Odo Marquardt formuliert diese Unhintergehbarkeit so: „Narrare necesse est: Wir Menschen müssen erzählen. Das war so und bleibt so. Denn wir Menschen sind unsere Geschichten, und Geschichten muß man erzählen. Jeder Mensch ist der, der …“[10] … hier z.B. versucht, einen Essay über Wilhelm Schapp zu schreiben. Und sind wir z.B. auch in Gedichte verstrickt? Und was ist überhaupt ein Gedicht? „Weil Poesie von Natur vieldeutig ist und der Indienstnahme durch Ideologien widerstrebt, ficht sie die enharmonische Verwechslung dessen, was ist und was sein soll, beständig an. Darum muß sie in totalitären Staaten gefesselt werden, d. h. Poesie zu sein aufhören.“[11] Wie wunderbar nachvollziehbar dieses Zitat auch in seinem romantisch-idealistischen Freiheitszauber auch sein mag: gäbe es einen sachlichen Grund, der daran hinderte, hier Poesie durch Roman oder Drama zu ersetzten? Oder Poesie durch Demokratie? Gewonnen wäre nichts, nichts verloren. Und was ist mit Dichtern/Dichterinnen, die religiös oder politisch von uns aus gesehen zwar ideologisch hoch aufgeladen agier(t)en, von ihrem Selbstverständnis aber dies leugnen würden? Niemand wolle doch die dichterische Qualität eines Vergil infrage stellen: handelt es sich nun um eine ästhetische Unterstützung der Pax Augusta oder um eine subtile, aber bitterste Kritik am Aufstieg des Imperium Romanum? Usw.

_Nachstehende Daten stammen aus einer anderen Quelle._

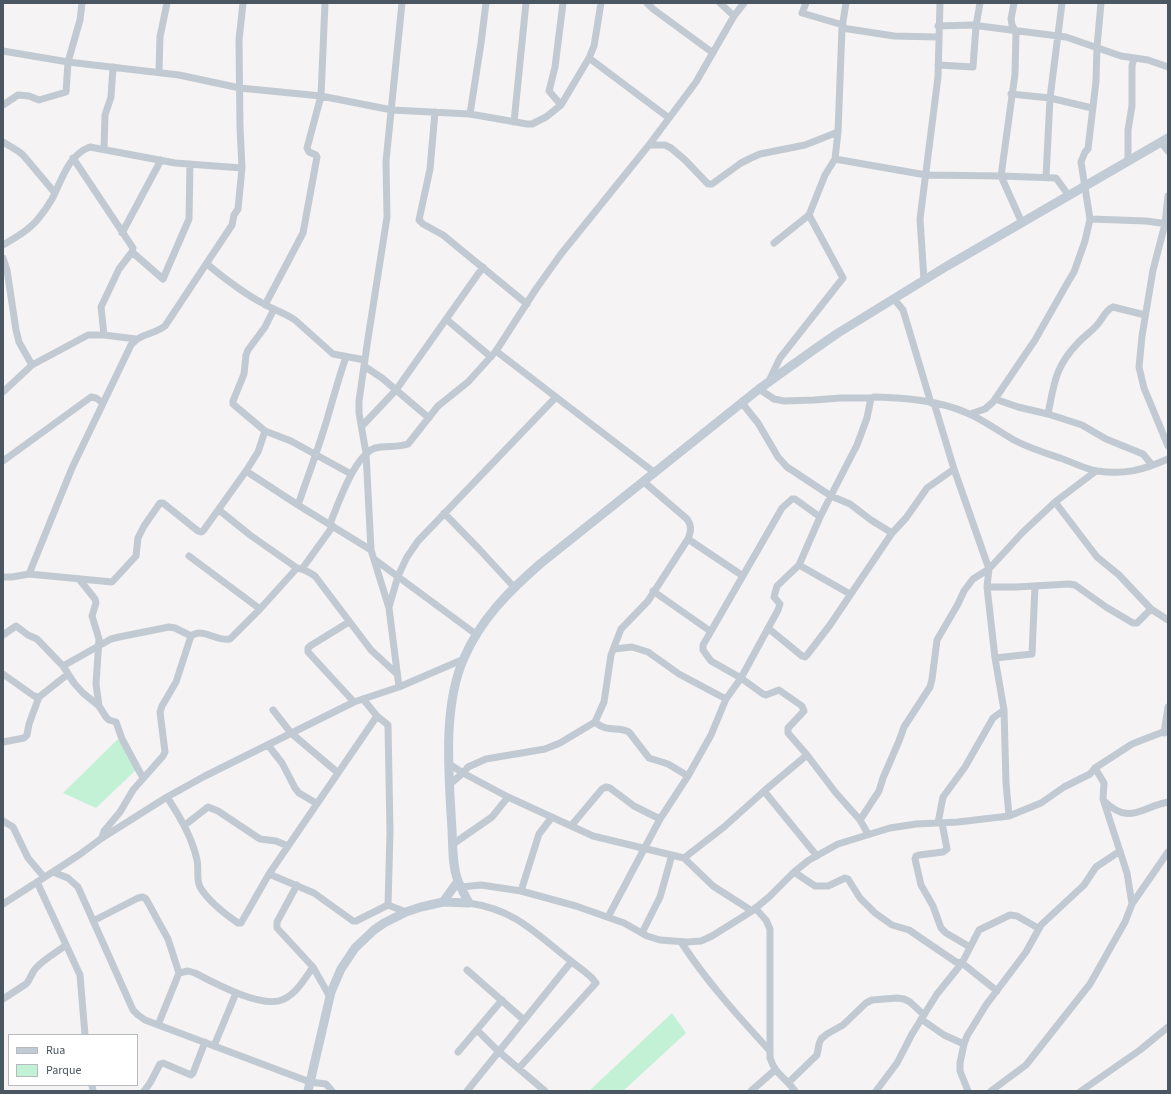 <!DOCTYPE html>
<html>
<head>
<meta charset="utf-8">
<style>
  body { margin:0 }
  #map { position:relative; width:1171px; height:1094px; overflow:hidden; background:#f5f3f3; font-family:"Source Sans 3",sans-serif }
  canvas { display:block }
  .frame { position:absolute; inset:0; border:4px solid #4a5661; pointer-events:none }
  .legend { position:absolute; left:8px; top:1034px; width:130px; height:52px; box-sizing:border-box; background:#fff; border:1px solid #b7bbc0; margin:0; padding:5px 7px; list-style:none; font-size:12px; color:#4a5661 }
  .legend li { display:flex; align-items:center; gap:8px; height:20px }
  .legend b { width:20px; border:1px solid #b7bbc0 }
</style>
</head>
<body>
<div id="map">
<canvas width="1171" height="1094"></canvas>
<div class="frame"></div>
<ul class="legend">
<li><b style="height:5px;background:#c1cbd6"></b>Rua</li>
<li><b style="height:11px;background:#c3f1d5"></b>Parque</li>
</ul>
</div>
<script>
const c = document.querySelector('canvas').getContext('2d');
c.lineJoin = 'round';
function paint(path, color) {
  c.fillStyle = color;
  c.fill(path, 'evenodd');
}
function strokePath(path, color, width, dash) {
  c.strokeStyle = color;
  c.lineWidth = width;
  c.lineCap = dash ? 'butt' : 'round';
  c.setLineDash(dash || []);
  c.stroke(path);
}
paint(new Path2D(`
  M 118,739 L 138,768 L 96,808 L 63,793 Z
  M 672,1013 L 686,1033 L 623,1091 L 589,1091 Z`), '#c3f1d5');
strokePath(new Path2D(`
  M 647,3 L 653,9 L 713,53
  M 720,3 L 734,16
  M 806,3 L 802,13 L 843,25
  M 1014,3 L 1011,19 L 1012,25 L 1016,32 L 1015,74 L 1001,176 L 1022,223
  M 938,26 L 972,25 L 1066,37 L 1121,56 L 1148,60 L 1168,67
  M 842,28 L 894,36 L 938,37
  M 3,51 L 68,62 L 179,75 L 240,88 L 321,96 L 392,110 L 470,114 L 527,124 L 532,124 L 546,117 L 561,105 L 589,58 L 594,46 L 601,3
  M 589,58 L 669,118
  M 938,65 L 973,67 L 976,26 L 980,3
  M 159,72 L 160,37 L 167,3
  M 1011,94 L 1050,98 L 1092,108
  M 3,105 L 18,95 L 29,96 L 39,100 L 66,92 L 68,62 L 80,20 L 82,3
  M 561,105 L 549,91 L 555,67 L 563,3
  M 435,112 L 430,169 L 419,220 L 423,224 L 443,235 L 527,304
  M 470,114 L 481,43 L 486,3
  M 514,122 L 526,3
  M 3,142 L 18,151 L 23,155 L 55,193
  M 1161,142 L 1168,151
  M 649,145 L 665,145 L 671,148 L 685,160 L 708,184 L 712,184 L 741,163 L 751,158 L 760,154 L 805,145 L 838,132
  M 104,149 L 105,115 L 111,97 L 113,67
  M 73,158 L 133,248 L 132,252 L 119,269 L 101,307 L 104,335
  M 835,159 L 926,175 L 1001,176 L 1056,178 L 1069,196
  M 1128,162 L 1128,130 L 1132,106 L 1132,66 L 1134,58
  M 1046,177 L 1050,98 L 1062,3
  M 1168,196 L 1165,224 L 1153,270 L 1142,336 L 1139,367 L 1144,388 L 1168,446
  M 1090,219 L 1146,221 L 1168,224
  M 122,233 L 161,160
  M 774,243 L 809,215 L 825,175 L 835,159 L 838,132 L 842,28 L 846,3
  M 3,245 C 15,238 29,230 38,219 C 43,213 48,206 52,199 C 62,180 68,155 90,147 L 175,163 L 242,168
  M 132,252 L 163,279 L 189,219 L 190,164
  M 3,258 L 7,270 L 16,330 L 19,342 L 32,365
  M 207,264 C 225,279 243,293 264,304 C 274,310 285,313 295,320 L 333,354 L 365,360
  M 924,280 L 920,219 L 938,77 L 940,3
  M 894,299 L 903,310 L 931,403
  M 265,305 L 303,233 L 317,157 L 316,155 L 309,152 L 307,148 L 321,96 L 325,3
  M 274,309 L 265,327 L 248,350 L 246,355 L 244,374 L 233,401 L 233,404 L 265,431 L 291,441 L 351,474
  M 446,319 L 491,357
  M 496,351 L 655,473
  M 364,366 L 382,378 L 429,418
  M 768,383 L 780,358 L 843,278 L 809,215
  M 759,389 L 774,399 L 784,401 L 814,400 L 841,398 L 871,398 L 874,397 C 905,398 938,400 967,413 C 984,420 998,431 1014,440 C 1029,448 1045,453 1060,458 C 1072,462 1085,469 1097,471 C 1125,475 1143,470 1168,459
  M 3,392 L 32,365 L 88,335 L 104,335 L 136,339
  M 995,399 L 1018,407 L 1048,414 L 1082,425 L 1106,439 L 1143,454 L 1152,465
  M 742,403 L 758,423 L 778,457 L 787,467 L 831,496 L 850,504 L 871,520 L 892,533
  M 934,403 L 954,469 L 989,569 L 987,587 L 995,658 L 1004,710 L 1006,783 L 1009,816
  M 970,414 L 985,409 L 993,402 L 1035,340 L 1068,282 L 1074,272 L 1085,241 L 1090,219 L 1081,162 L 1085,152 L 1088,149 L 1096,81 L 1097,47 L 1101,3
  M 1048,414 C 1054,384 1055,367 1077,344 C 1083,337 1091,332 1097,325 C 1103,319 1105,310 1113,307 L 1145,315
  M 362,426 L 396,390 L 483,267
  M 3,461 L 91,397 L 96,398 L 103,403
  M 246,471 L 298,505 L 371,550
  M 1055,502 L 1097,557 L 1119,575 L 1151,609 L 1168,620
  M 298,505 C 309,473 321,442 330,409 C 335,392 340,374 346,357
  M 219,510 L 250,535 L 297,568 C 304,569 309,572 315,576 L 371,650 L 397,674
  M 444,513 L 479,549 L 514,587
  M 820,517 L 795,499 L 792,499 L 782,508 L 703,645 L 703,650 L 711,661 L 741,678 L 763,694 L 766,695 L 779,690 L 802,706 L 804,711 L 788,728 L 788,733 L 807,755 L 836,793 L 860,820 L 868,834
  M 330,524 C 338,504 354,456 375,448 C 386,445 397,448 408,444 L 438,406 L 468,382 L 496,351 L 536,289 L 561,254 L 649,145 L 696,82 L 734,16 L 744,3
  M 688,539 L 743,576
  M 189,556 L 260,609
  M 374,559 L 477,635
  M 799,565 L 850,594
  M 302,569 L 333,526
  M 29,574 L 72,468 L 131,345 C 141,333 153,335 165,326 L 232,225 L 234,215 L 238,209 L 242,168 L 240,127 L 239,40 L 243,3
  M 3,577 L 12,577 L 29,574 L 112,582 L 136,556 L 138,538 L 144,526 L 160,503 L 163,503 L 198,531 L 201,532 L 203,531 L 246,471 L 258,452 L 265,431
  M 79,579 L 95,599 L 96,603 L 92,616 L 99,639 L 96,684 L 99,706 L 106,717 L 109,720 L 116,722 L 122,739 L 143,778
  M 987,587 L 1016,587 L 1069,584 L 1075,585 L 1106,607 L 1133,623 L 1137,623 L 1151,609
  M 653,591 L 710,631
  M 389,607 L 398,576 L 407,557 L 418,541 L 556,397
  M 349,622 L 310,646 L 308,648 L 308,652 L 354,702
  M 768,628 L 802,656 L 805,657 L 807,655 L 830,625 L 892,533 L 906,518 L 927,488 L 954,469
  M 3,635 L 16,626 L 28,635 L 37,639 L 63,666 L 74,683 L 83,693 L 99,706
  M 614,649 L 632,647 L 648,652 L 679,674 L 726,699
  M 995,658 L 1032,654 L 1035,586
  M 63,666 L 111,639 L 119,637 L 169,627 L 175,628 L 191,636
  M 3,674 L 34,696 L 39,697
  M 399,687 L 389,608 L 371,550 L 366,453 L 359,413 L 359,401 L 367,345 L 387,217 L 386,161 L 402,3
  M 363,699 L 377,716 L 388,725 L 390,832 L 388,905
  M 273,710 L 291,733 L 337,772
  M 595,722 C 609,734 617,725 629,732 L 649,758 L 668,764 L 688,776
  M 1164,733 L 1168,707
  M 3,742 L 24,738 L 27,735 L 29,724 L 39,697 L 68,674
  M 268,745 L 282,763 L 295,788 L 299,793 L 316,803
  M 449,764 L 463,773 L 508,797 L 593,836 L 684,858 L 713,886 L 752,911
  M 1095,768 L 1104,783 L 1103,799 L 1127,873 L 1132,904
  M 450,784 L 463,773 L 468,767 L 486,759 L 545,749 L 560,743 L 595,722 L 604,702 L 611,655 L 621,629 L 648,601 L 688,539 C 691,531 692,526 687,519 L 644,482
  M 764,791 L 817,856
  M 167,797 C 180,817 192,837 197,860 C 199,868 196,880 200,887 C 208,901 225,914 238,923 L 241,923 L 269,874 L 377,716
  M 1104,801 C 1130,826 1141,807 1168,802
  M 860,820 L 879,791 L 883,778 L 899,741 L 904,727 L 930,687 L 932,679 L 937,640 L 958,604 L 964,591 L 973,579 L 989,569 L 1023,532 L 1055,502 L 1096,471
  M 3,821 L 13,827 L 28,858 L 44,877
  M 938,823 L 943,797 L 965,767 L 993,718 L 1004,710
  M 942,823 L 947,849 L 943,852 L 919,855 L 916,856 L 915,859 L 921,885 L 933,906 L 941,928 L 946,933 L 970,947
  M 185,825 L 208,807 L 218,811 L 260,839 L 276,841 L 288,846
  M 571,826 L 602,789 L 606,787 L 610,788 L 634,806 L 660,819
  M 102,838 L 104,831 L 120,812 L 133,790 L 163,756 L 165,752 L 160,712 L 162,706 L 176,682 L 191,636 C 203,627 217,642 230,639 L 260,609 L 297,568
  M 453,844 L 492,817 L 508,797
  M 684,858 L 724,827 L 764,791 L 807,755
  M 53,872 L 68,878 L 78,887 L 133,1010 L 138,1015 L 145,1020 L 310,1082 L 326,1084 L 332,1091
  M 794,872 L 815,886 L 828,886 L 845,878 L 848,879 L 860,898 L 875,913 L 892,925 L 909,930 L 956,962 L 962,963 L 997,991
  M 269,874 L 314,893 L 353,921 L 356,921 L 388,905 L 406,912
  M 37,882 L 80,975 L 85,1035
  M 297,885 L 277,922 L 277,928 L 313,967 L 330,997
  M 461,887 L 481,885 L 521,891 L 576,906 L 624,923 L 647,936 L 660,940 L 687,942 L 701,941 L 712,936 L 752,911 L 769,897 L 794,872 L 809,860 L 838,844 L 890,828 L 916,824 L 958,822 L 1009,816 L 1041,803 L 1064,787 L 1090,774 L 1095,768 L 1132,744 L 1168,730
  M 521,891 L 539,834 L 552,817
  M 469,903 C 516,910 535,933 571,961 C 579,968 590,974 596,983 L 519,1068
  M 3,904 L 79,855 L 102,838 L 167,797 L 205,776 L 354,702 L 399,687 L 464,659
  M 755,908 L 766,920 L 770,929 L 770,1058 C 775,1074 786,1078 795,1091
  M 608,917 L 660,819 L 688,776 L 711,735 L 726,699 L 741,678 L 778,610 L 780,604 L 774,597 L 777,586 L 799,565 L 820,517 L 857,445 L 867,418 L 871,398
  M 93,921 L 138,898 L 143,897 L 146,899 L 168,939 L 179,973 L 158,1025
  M 642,933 L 660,897 L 672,855
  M 681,942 C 707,982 738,1016 770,1051
  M 467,970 L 524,1020
  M 179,973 L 188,971 L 195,973 C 214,983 264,1010 284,999 C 297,993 305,978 313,967
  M 3,999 L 26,984 C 31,979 31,973 36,968 C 44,959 57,952 66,945
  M 921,1019 L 944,1035 L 964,1044
  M 477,1030 L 498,1051 L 545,1091
  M 214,1046 L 236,993
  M 458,1052 L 502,1000
  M 789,1082 L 817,1055 L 819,1044 L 821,1039 L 827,1034 L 843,1025 L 866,1003 L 872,1000 L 897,998 L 904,999 L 910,1002 L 924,1015
  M 92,1085 L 93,1091
  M 144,1091 L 150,1083 L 160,1064 L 163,1063 L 191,1075 L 193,1073 L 205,1042
  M 467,1091 L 571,962
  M 751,1091 L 775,1070
  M 876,1091 L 897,1063 L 912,1034 L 937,994 L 962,963 L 979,930 L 1010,915 L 1017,916 L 1038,928
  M 968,1091 L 960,1071 L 960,1063 L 964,1044 L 967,1036 L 986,1005 L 1026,952 L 1041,925 L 1084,885 L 1096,867 L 1120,851
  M 991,1091 L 1026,1065 L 1090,984 L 1125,922 L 1132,904 L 1168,852
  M 1081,1091 L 1140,1050 L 1168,1027`), '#c1cad2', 7);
strokePath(new Path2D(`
  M 443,902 L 458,881
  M 308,1091 L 331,992 L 341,969 L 355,948 L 374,930 L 384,923 L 406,912 L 421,907 L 443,902 L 469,903 C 465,896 461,888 458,881 C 452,865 453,846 452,830 C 449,777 442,707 464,658 C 481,619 508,592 540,564 L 759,389 L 812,351 L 838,333 L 947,266 L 1168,138`), '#c1cbd6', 9);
</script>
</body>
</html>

Wie wäre „Geschichte“ zu definieren? Nicht history, sondern story! „Geschichte“ würde sich in Geschichten bzw. Erzählungen darüber auflösen, was denn Geschichte sei. History und story konvergieren aber dann. (Und das gilt auch für Gedichte. Geschichten/Erzählungen über Gedichte könnten z.B. die Gattungen der Poesie sein.) Während Gattungen für Ordnung und Orientierung zu sorgen haben (vermeintlich), scheint der Erzählung ein kreativ-anarachisches Chaos innezuwohnen: „Denn die Erzählung herrscht, so scheint es, in ihrem Reich bedingungslos und allmächtig; sie muss sich um Kongruenz mit der äußeren Realität nicht bekümmern; sie nimmt sich die Freiheit, alles und jedes zu einem Gegenstand in der Welt zu erklären. Wie das Denken und Sprechen überhaupt, so verfügt auch das Erzählen kein hinreichendes intrinsisches Wahrheitszeichen. Wie in einem Wirbel mischen sich darin Elemente von Wahrheit, Anschein, Hörensagen, Unwissenheit, Irrtum und Lüge. […] Wer deshalb vom homo narrans spricht, denkt den Menschen in seinem Vermögen, zu der Wirklichkeit, in der er lebt, sowohl ja als auch nein sagen zu können; moralisch gewendet, zu lügen; oder genauer, in der Fähigkeit, die Differenz zwischen real und irreal, wahr und falsch auszusetzen, aufzuheben, mit ihr zu spielen.“[12] Gäbe es einen sachlichen Grund, der daran hinderte, hier Erzählung durch Poesie zu ersetzten (wie oben zitiert)?[13] Diese Darlegung setzt voraus, dass es eine äußere Realität gäbe, an der sich, implizit gefolgert, der Wahrheitsgehalt einer Erzählung messen ließe und dass Denken und Sprechen über kein „hinreichendes intrinsisches Wahrheitszeichen“ verfügten. Wenn aber Denken und Sprechen als Kriterien einer Beurteilung von Wahrheit ausfielen, was bliebe denn dann noch? Relativismus bzw. Nihilismus. Oder wer legt dann fest, was Wahrheit sei? Hier lauert die Gefahr von Ideologie. Welche Instanz würde verlässlich das Verhältnis von Gedanke und Aussage auf Konsistenz mit der Wahrheit abgleichen können oder dürfen? Kein neues Problem übrigens. Und wie sollte denn ein solches Außerhalb je beurteilt werden, wenn nicht mit Denken, Sprechen und letztlich einem Davon-Erzählen? Und irgendwie muss sich dieses Außerhalb auch schon im Denken und Sprechen (vor)finden lassen … Die Frage nach einer irgendwie gearteten Wahrheit außerhalb hat sich in der Geschichtenhermeneutik Schapps prinzipiell erledigt.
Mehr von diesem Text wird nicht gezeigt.